Lorsqu'une nouvelle réglementation entre en vigueur, un programme de vérification doit être mis en place pour s'assurer que les exigences sont remplies par les entreprises assujetties. Les entreprises doivent ensuite faire les mesures correctives nécessaires dans des délais raisonnables. Différentes questions se posent lorsque l'on aborde le sujet de l'inspection à savoir, qui va réaliser les inspections, à quelle fréquence les installations vont-elles être inspectées, sur quels critères?

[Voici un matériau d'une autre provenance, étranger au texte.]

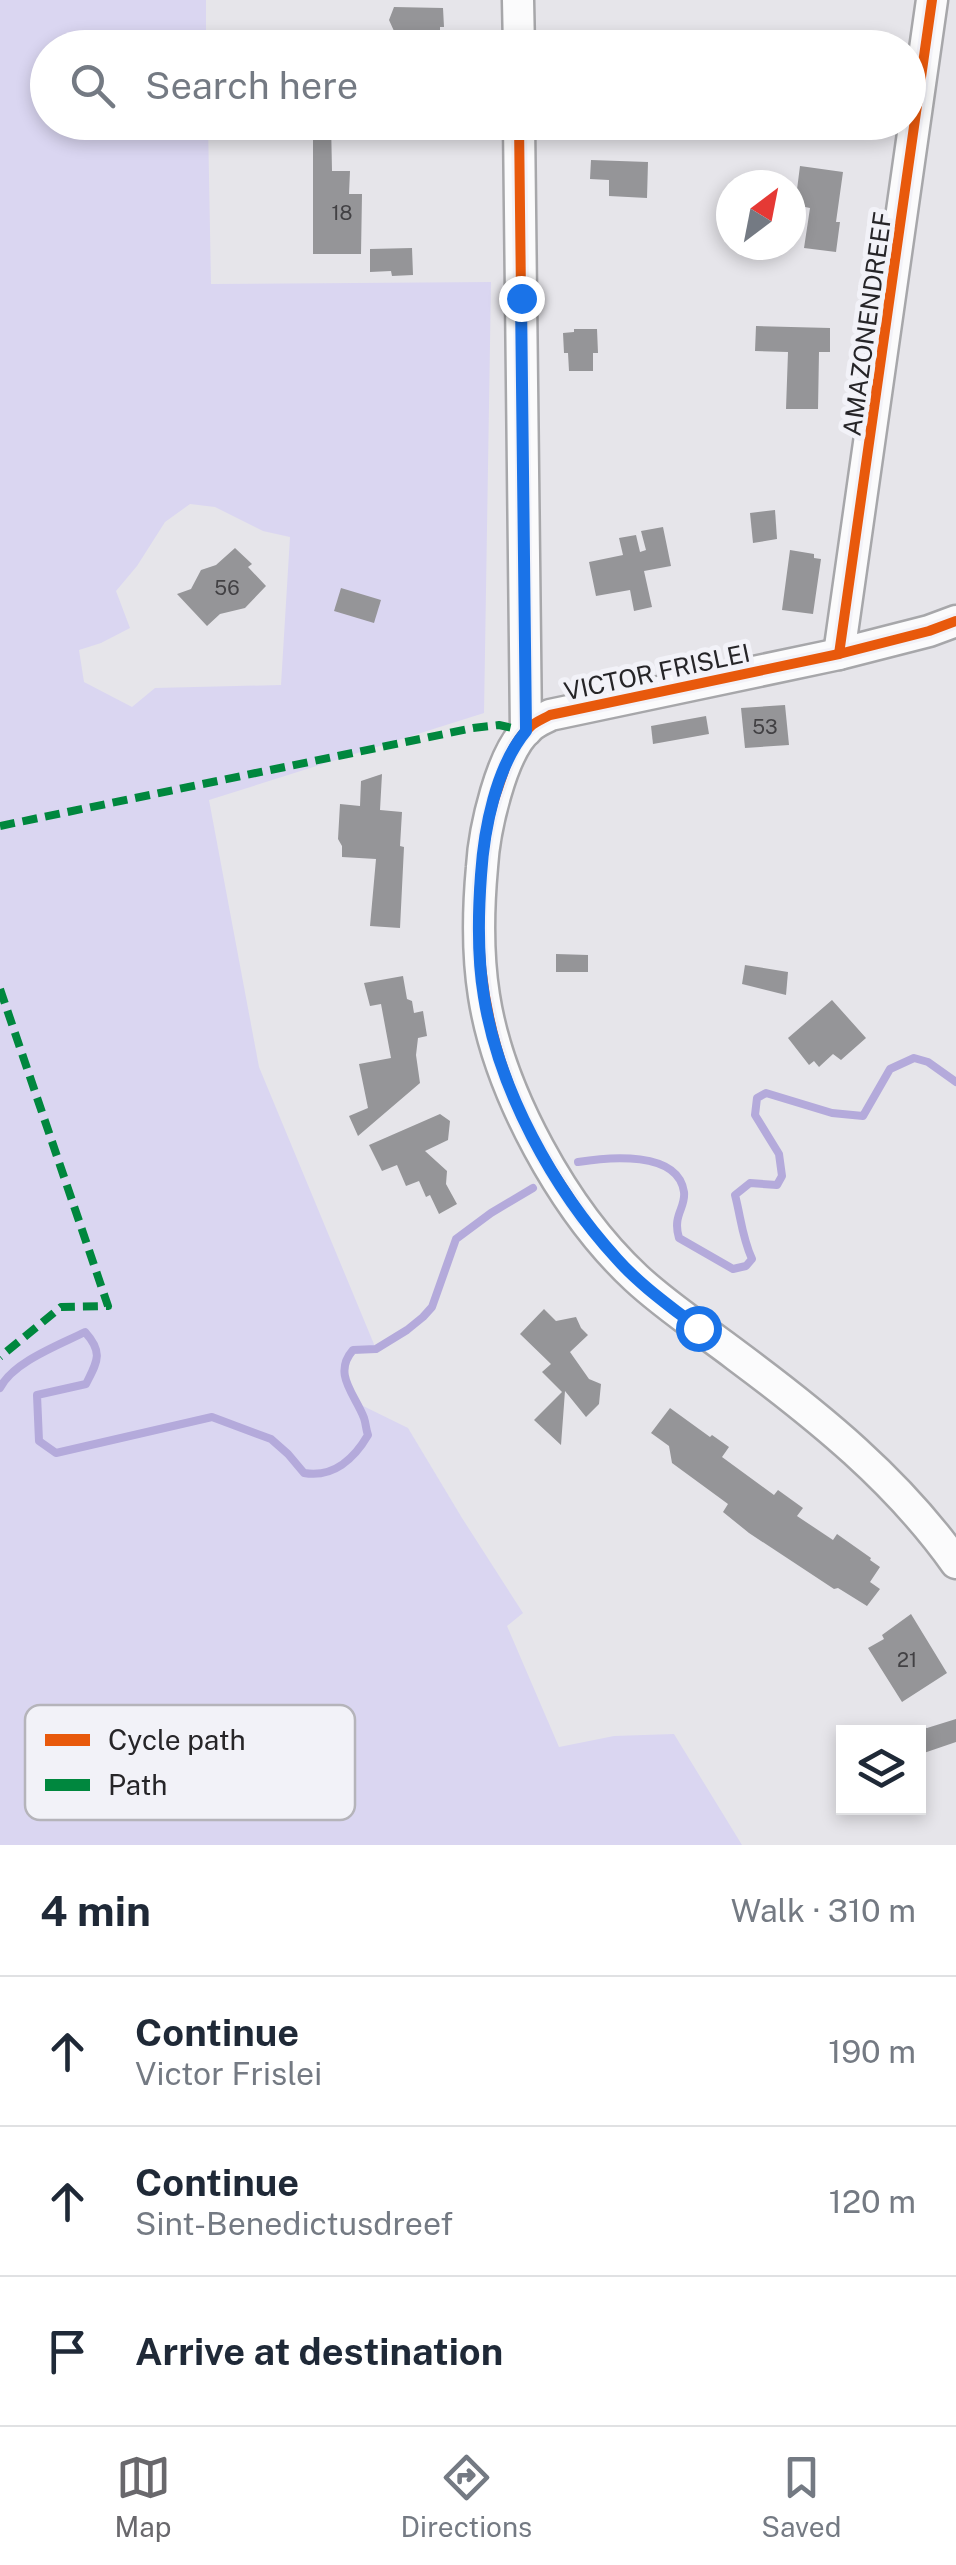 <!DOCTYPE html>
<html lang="en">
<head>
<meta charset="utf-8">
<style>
  :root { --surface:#fff; --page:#f6f6f7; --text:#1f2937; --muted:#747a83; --line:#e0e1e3; --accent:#69686c }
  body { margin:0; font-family:"Public Sans",sans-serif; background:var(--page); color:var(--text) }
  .controls { position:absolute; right:30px; bottom:30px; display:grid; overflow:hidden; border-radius:0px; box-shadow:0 5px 15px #0003 }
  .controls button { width:90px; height:90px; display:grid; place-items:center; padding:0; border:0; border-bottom:2px solid var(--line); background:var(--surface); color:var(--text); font:50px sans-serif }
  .compass { position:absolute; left:716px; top:170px; width:90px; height:90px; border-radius:50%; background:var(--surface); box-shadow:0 5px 15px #0003; rotate:32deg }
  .stop { position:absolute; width:30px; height:30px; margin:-22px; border:8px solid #1a73e8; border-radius:50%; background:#fff }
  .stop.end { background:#1a73e8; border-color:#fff; box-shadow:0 2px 10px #0008 }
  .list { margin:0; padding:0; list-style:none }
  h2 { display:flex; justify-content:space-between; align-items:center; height:130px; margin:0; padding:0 40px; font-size:42px }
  h2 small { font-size:32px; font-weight:400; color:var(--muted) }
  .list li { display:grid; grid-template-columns:65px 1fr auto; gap:30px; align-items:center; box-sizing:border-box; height:150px; padding:0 40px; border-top:2px solid var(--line) }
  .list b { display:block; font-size:38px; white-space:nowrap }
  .list p { margin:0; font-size:32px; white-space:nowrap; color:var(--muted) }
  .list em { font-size:32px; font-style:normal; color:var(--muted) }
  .icon { flex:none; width:55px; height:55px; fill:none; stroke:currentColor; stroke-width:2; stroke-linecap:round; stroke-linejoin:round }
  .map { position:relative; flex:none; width:956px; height:1845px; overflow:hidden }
  .search { position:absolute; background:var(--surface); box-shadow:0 5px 15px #0003; left:30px; right:30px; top:30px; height:110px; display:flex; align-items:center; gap:25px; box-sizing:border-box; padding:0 35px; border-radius:55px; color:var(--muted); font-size:38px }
  .sheet { height:580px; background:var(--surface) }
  nav { display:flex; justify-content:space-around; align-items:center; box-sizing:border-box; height:140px; border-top:2px solid var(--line); background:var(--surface); font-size:28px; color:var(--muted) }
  nav a { display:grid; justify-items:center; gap:5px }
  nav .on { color:var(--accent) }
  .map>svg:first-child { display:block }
  .green { fill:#dad6f1; fill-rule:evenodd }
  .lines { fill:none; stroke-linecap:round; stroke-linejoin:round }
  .stream { stroke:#b4aadb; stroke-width:8 }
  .building { fill:#959598 }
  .minor-casing { stroke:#a7a7aa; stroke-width:35 }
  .minor { stroke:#fbfbfc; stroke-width:30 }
  .quiet { stroke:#00873e; stroke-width:8; stroke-dasharray:15 8; stroke-linecap:butt }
  .cycleway-casing { stroke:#f2f2f8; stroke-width:16 }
  .cycleway { stroke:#e8590c; stroke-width:10 }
  .route { stroke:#1a73e8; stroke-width:12 }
  .labels { text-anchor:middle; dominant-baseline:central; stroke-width:10; stroke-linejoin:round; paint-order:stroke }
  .number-label { font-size:20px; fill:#424144 }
  .street-label { font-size:25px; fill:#262528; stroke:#f2f2f8 }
  .key { fill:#f2f2f8; stroke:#b5b4ba; stroke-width:2.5 }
  .key-label { font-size:28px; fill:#262528 }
</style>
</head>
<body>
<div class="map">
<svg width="956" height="1845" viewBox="0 0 956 1845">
  <rect width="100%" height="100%" fill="#e6e5ea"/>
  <path class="green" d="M 0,0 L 206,0 L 206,47 L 48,48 L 48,122 L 208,123 L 211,284 L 491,282 L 484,713 L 209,800 L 259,1067 L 376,1349 L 353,1350 C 338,1367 346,1384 355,1402 L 408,1428 L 462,1518 L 523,1613 L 507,1626 L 559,1747 L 614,1736 L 674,1734 L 742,1845 L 0,1845 ZM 190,504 L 215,507 L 263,531 L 290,537 L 281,685 L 155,688 L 132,707 L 84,682 L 79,650 L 101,643 L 130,628 L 116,591 L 137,566 L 165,522 Z"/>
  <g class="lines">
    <g class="stream">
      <path d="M 578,1162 C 608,1157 678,1150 684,1192 C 686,1208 672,1215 679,1238 L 733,1269 L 746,1266 L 752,1259 C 742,1237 741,1218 735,1195 L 750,1183 L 777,1185 L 782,1176 L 779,1154 L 755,1115 L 757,1098 L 766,1093 L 832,1113 L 863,1116 L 890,1069 L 914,1058 L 928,1062 L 956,1082"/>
      <path d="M 0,1388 C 13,1362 59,1345 85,1332 C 104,1353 97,1362 86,1384 L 37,1395 L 39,1441 L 56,1453 L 212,1417 L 271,1439 L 288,1454 L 304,1473 C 333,1478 354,1459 368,1435 C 366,1430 366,1424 364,1418 C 355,1394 332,1374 353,1350 L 376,1349 L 407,1330 L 423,1317 L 432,1307 L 456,1239 L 491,1213 L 533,1188"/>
    </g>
  </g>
  <g class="building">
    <path d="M 394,7 L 443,8 L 444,27 L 440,27 L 440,38 L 436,39 L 436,48 L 398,48 L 398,31 L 394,31 L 389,20 Z"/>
    <path d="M 313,122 L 331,122 L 332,171 L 350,171 L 349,194 L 362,194 L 361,254 L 313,254 Z"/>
    <path d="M 591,160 L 648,162 L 647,198 L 609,196 L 609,180 L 590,179 Z"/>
    <path d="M 800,166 L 843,172 L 836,222 L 840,222 L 836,252 L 804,248 L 810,208 L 795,205 Z"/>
    <path d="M 412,248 L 413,275 L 392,276 L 391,271 L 370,272 L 370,249 Z"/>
    <path d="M 756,326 L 830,328 L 830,352 L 819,352 L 818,409 L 786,409 L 788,352 L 755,351 Z"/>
    <path d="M 574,329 L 597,329 L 598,353 L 593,353 L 593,371 L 569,371 L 568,353 L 564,353 L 563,333 L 574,332 Z"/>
    <path d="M 775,510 L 777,539 L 753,543 L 750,513 Z"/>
    <path d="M 663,527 L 671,566 L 644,571 L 652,607 L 634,611 L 630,590 L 596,596 L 589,562 L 623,555 L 619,538 L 636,535 L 640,552 L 646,550 L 641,531 Z"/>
    <path d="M 235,548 L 252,564 L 248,567 L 266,586 L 245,608 L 220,614 L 207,626 L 177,594 L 191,589 L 201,570 L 216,565 Z"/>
    <path d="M 790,550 L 814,554 L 814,558 L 821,559 L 813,614 L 782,610 Z"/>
    <path d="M 341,588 L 381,600 L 374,623 L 334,611 Z"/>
    <path d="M 785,705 L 789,745 L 745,748 L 741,708 Z"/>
    <path d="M 706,716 L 709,734 L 653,744 L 651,726 Z"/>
    <path d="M 382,774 L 380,810 L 402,812 L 400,846 L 404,847 L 400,928 L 370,926 L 376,859 L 342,857 L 342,846 L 338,839 L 340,804 L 360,806 L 361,781 Z"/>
    <path d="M 556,954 L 588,955 L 588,972 L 556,972 Z"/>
    <path d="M 745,965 L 788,972 L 786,995 L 742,984 Z"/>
    <path d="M 403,976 L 407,999 L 412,1001 L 414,1013 L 423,1011 L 427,1036 L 418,1038 L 416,1055 L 420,1083 L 358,1136 L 349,1116 L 368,1108 L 359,1064 L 391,1058 L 381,1004 L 370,1006 L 364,983 Z"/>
    <path d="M 832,1000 L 866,1038 L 841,1060 L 833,1054 L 819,1067 L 814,1061 L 809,1065 L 788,1038 Z"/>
    <path d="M 440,1114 L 450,1121 L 448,1140 L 425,1151 L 447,1171 L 446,1184 L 457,1204 L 439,1214 L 430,1195 L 426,1197 L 419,1181 L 406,1186 L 397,1165 L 382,1171 L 369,1145 Z"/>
    <path d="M 544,1309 L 556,1321 L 576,1317 L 581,1328 L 588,1335 L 570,1352 L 589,1379 L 601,1384 L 599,1404 L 586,1417 L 565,1391 L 561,1445 L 534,1420 L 562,1392 L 542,1372 L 551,1364 L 520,1334 Z"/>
    <path d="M 670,1408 L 710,1437 L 712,1435 L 729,1447 L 722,1457 L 774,1495 L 778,1490 L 803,1508 L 797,1516 L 833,1540 L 837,1534 L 871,1558 L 870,1560 L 880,1567 L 870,1582 L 880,1589 L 867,1606 L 838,1588 L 834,1589 L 749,1533 L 723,1512 L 728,1504 L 672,1463 L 669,1446 L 651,1433 Z"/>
    <path d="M 911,1614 L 947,1673 L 902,1702 L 868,1648 L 884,1639 L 882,1635 Z"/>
    <path d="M 956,1719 L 956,1742 L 918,1755 L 918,1726 L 927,1728 Z"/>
  </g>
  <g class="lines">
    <defs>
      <g id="minor">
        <path d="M 518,0 L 519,48"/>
        <path d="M 519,122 L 526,731"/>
        <path d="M 956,621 L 929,631 L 839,654 L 550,715 C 543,719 535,722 530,727 C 501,750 484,832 482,867 C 478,911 477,952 484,996 C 499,1092 564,1211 636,1278 C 667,1307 703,1330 737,1356 C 819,1417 897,1480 956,1563"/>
        <path d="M 839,654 L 932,0"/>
      </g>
    </defs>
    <use href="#minor" class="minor-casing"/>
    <use href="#minor" class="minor"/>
    <g class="quiet">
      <path d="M 0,826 L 473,728 L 499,725 L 526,731"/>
      <path d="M 0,989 L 108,1306 L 61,1307 L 0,1357"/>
    </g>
    <defs>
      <g id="cycleway">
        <path d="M 519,122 L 526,731"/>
        <path d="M 839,654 L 932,0"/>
        <path d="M 583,1218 C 561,1185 537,1150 521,1114 C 488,1040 474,964 480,884 C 483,853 486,824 496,794 C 504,772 511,742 530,727 C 535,722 543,719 550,715 L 839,654 L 929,631 L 956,621"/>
      </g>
    </defs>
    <use href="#cycleway" class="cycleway-casing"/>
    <use href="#cycleway" class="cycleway"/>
  </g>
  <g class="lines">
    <path class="route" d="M 521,298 L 526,731 C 496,767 484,829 481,875 C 478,916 477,956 484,997 C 499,1090 553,1189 617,1259 C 640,1285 670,1306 698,1328"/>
  </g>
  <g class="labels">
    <g class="number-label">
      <text x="342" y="213">18</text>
      <text x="227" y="588">56</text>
      <text x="765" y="727">53</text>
      <text x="907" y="1660">21</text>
    </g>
    <g class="street-label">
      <text transform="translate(867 324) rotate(-82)">AMAZONENDREEF</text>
      <text transform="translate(657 672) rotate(-12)">VICTOR FRISLEI</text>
    </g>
  </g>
  <rect x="25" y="1705" width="330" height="115" rx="15" class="key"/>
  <rect x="45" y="1734" width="45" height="12" fill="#e8590c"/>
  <rect x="45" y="1779" width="45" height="12" fill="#00873e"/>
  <g class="key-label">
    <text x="108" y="1750">Cycle path</text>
    <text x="108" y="1795">Path</text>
  </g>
</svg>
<div class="controls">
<button><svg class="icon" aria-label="layers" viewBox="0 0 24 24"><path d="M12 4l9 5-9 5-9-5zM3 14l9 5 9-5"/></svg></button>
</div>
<svg class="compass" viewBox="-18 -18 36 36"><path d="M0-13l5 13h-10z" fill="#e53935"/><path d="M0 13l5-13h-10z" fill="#747a83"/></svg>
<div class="stop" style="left:698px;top:1328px"></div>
<div class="stop end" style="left:521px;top:298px"></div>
<div class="search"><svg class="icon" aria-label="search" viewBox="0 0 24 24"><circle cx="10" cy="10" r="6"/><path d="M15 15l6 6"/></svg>Search here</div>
</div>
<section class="sheet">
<h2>4 min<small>Walk · 310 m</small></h2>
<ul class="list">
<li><svg class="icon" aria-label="ahead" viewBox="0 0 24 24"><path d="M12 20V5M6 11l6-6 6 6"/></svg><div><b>Continue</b><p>Victor Frislei</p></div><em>190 m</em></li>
<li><svg class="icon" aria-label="ahead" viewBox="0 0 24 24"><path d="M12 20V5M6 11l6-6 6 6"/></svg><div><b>Continue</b><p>Sint-Benedictusdreef</p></div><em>120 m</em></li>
<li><svg class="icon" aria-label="arrive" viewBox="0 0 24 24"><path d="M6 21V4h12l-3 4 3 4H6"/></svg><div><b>Arrive at destination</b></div></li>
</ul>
</section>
<nav>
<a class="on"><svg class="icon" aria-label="map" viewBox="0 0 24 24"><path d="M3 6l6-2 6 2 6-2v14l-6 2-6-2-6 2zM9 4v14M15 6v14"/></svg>Map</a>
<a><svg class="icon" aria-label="directions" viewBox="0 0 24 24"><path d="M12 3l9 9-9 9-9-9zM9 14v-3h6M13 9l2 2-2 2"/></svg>Directions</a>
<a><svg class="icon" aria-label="saved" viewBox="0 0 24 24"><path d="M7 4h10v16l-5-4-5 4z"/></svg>Saved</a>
</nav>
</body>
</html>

Dans une première partie, nous abordons des notions générales sur l'inspection des installations dangereuses. Nous montrons que l'inspection peut être caractérisée par deux éléments : sa probabilité et ses acteurs. Cela revient à déterminer le design de l'inspection, c'est-à-dire quand l'inspection doit être faite et le type d'inspection retenue (auditeur indépendant, démarche volontaire,?). D'un point de vue économique, la menace d'inspection doit être crédible afin que les installations aient des incitations à se mettre en conformité avec la réglementation. L'inspection est le plus souvent effectuée par le gouvernement qui a mis en place la réglementation. Nous avons mis en évidence certaines incitations économiques afin que le plus grand nombre d'entreprises soient en conformité et que les coûts de contrôle pour le gouvernement ne soient pas trop élevés.
Dans une deuxième partie, nous étudions l'expérience américaine en matière d'inspection des installations dangereuses. Après un bref rappel de la réglementation américaine sur le « Risk Management Program », nous étudions les responsabilités administratives de chacun des acteurs impliqués : le gouvernement fédéral (l'EPA en coordination avec l'OSHA), les tierces parties indépendantes, les assureurs, les installations elles-mêmes. Il faut faire une différence entre un audit de conformité qui est fait par l'installation elle-même et une inspection, qui est réalisée par des membres du gouvernement et qui peut engendrer des sanctions pour les installations. Ainsi, nous avons détaillé ces deux formes de contrôle avec à titre d'illustration pour chacune d'elles des exemples concrets tirés de rencontres effectuées aux États-Unis. De plus, étant donné l'impossibilité pour l'EPA de contrôler l'ensemble des installations assujetties au RMP, d'autres solutions sont envisagées comme le « Third Party Audit » par exemple.
Dans une troisième partie, nous étudions le fonctionnement du système d'inspection des installations dangereuses en Europe et en France. En Europe, l'inspection a vu son importance renforcée avec la Directive Seveso II qui consacre un article complet (art.18) dédié à l'inspection et au contrôle de l'application de la réglementation. Nous décrivons pour le cas de l'Europe le contenu des mesures d'inspections, ainsi que les instruments dont disposent les inspecteurs pour contrôler la conformité à la réglementation. Nous nous penchons ensuite sur l'étude de l'inspection des installations classées en France. Nous étudions les différents acteurs de l'inspection, en particulier les inspecteurs des DRIRE (Direction Régionale de l'Industrie, de la Recherche et de l'Environnement), leurs missions. Ensuite, nous montrons quelles sont les entreprises qui sont ciblées par l'inspection, à quelle fréquence elles sont inspectées, par qui et quels sont les moyens utilisés par les inspecteurs en cas de non-conformité. Ces explications sont illustrées par des chiffres significatifs de l'inspection française. En conclusion de cette partie, nous présentons les objectifs du nouveau projet de loi français relatif à la prévention des risques technologiques et naturels et à la réparation des dommages, voté par le Sénat le 6 février 2003 et porté actuellement en deuxième lecture. Cette loi renforce les moyens de l'inspection, et la réalisation par les DRIRE de plusieurs contrôles de différentes natures, par établissement et par an, de manière proportionnée aux risques et à l'environnement de chaque site.